:: THE DATA

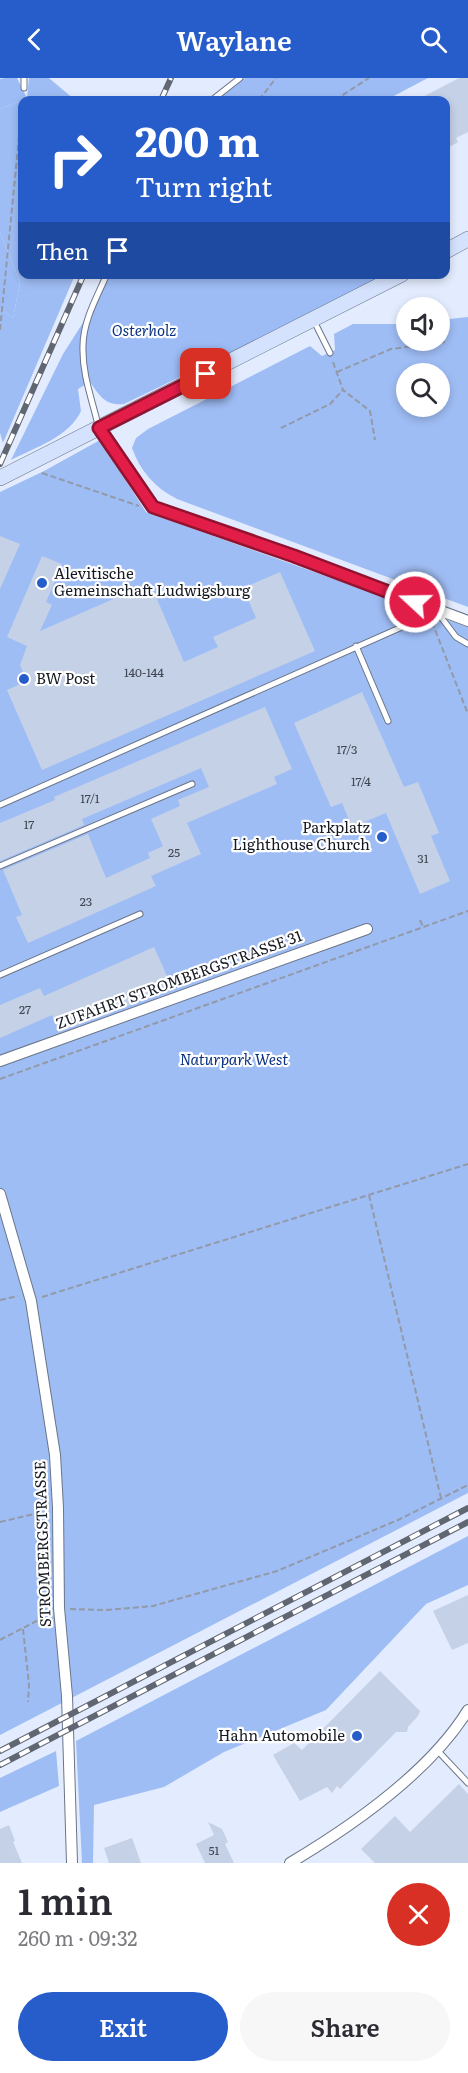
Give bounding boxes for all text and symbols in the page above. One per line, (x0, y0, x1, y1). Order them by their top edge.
text: Waylane (176, 19, 292, 59)
icon: back (18, 23, 51, 56)
icon: search (417, 23, 450, 56)
text: 200 m (135, 108, 260, 170)
icon: right (36, 120, 114, 198)
text: Turn right (135, 165, 272, 205)
text: Then (36, 234, 89, 267)
icon: arrive (101, 234, 134, 267)
map controls (396, 297, 450, 417)
button: sound (396, 297, 450, 351)
park label: Osterholz (112, 318, 176, 341)
pin (180, 348, 231, 399)
icon: arrive (189, 357, 222, 390)
button: search (396, 363, 450, 417)
place label: Alevitische Gemeinschaft Ludwigsburg (54, 561, 251, 601)
position arrow (383, 570, 447, 634)
marker: Alevitische Gemeinschaft Ludwigsburg (35, 576, 49, 590)
house number: 140-144 (124, 663, 164, 681)
place label: BW Post (36, 666, 95, 689)
marker: BW Post (17, 672, 31, 686)
house number: 17/3 (337, 740, 357, 758)
house number: 17/4 (351, 772, 371, 790)
house number: 17/1 (80, 789, 100, 807)
house number: 17 (24, 815, 34, 833)
place label: Parkplatz Lighthouse Church (232, 815, 370, 855)
marker: Parkplatz Lighthouse Church (375, 830, 389, 844)
house number: 25 (168, 843, 180, 861)
house number: 31 (417, 849, 429, 867)
house number: 23 (80, 892, 92, 910)
street label: ZUFAHRT STROMBERGSTRASSE 31 (52, 923, 305, 1034)
house number: 27 (19, 1000, 31, 1018)
park label: Naturpark West (180, 1047, 288, 1070)
street label: STROMBERGSTRASSE (27, 1460, 56, 1628)
place label: Hahn Automobile (218, 1723, 345, 1746)
marker: Hahn Automobile (350, 1729, 364, 1743)
house number: 51 (209, 1841, 220, 1859)
text: 1 min (18, 1873, 113, 1926)
button: close (387, 1883, 450, 1946)
text: 260 m · 09:32 (18, 1922, 137, 1952)
button: Exit (18, 1992, 228, 2061)
button: Share (240, 1992, 450, 2061)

::::

WHAT IS BEING ASKED: Type the lines above out again exactly as they appear, skipping every picture.

EXERCISE RESPONSE:
Give bounding boxes for all text and symbols in the page above. One per line, (x0, y0, x1, y1). Order them by their top edge.
text: Waylane (176, 19, 292, 59)
icon: back (18, 23, 51, 56)
icon: search (417, 23, 450, 56)
text: 200 m (135, 108, 260, 170)
icon: right (36, 120, 114, 198)
text: Turn right (135, 165, 272, 205)
text: Then (36, 234, 89, 267)
icon: arrive (101, 234, 134, 267)
map controls (396, 297, 450, 417)
button: sound (396, 297, 450, 351)
park label: Osterholz (112, 318, 176, 341)
pin (180, 348, 231, 399)
icon: arrive (189, 357, 222, 390)
button: search (396, 363, 450, 417)
place label: Alevitische Gemeinschaft Ludwigsburg (54, 561, 251, 601)
position arrow (383, 570, 447, 634)
marker: Alevitische Gemeinschaft Ludwigsburg (35, 576, 49, 590)
house number: 140-144 (124, 663, 164, 681)
place label: BW Post (36, 666, 95, 689)
marker: BW Post (17, 672, 31, 686)
house number: 17/3 (337, 740, 357, 758)
house number: 17/4 (351, 772, 371, 790)
house number: 17/1 (80, 789, 100, 807)
house number: 17 (24, 815, 34, 833)
place label: Parkplatz Lighthouse Church (232, 815, 370, 855)
marker: Parkplatz Lighthouse Church (375, 830, 389, 844)
house number: 25 (168, 843, 180, 861)
house number: 31 (417, 849, 429, 867)
house number: 23 (80, 892, 92, 910)
street label: ZUFAHRT STROMBERGSTRASSE 31 (52, 923, 305, 1034)
house number: 27 (19, 1000, 31, 1018)
park label: Naturpark West (180, 1047, 288, 1070)
street label: STROMBERGSTRASSE (27, 1460, 56, 1628)
place label: Hahn Automobile (218, 1723, 345, 1746)
marker: Hahn Automobile (350, 1729, 364, 1743)
house number: 51 (209, 1841, 220, 1859)
text: 1 min (18, 1873, 113, 1926)
button: close (387, 1883, 450, 1946)
text: 260 m · 09:32 (18, 1922, 137, 1952)
button: Exit (18, 1992, 228, 2061)
button: Share (240, 1992, 450, 2061)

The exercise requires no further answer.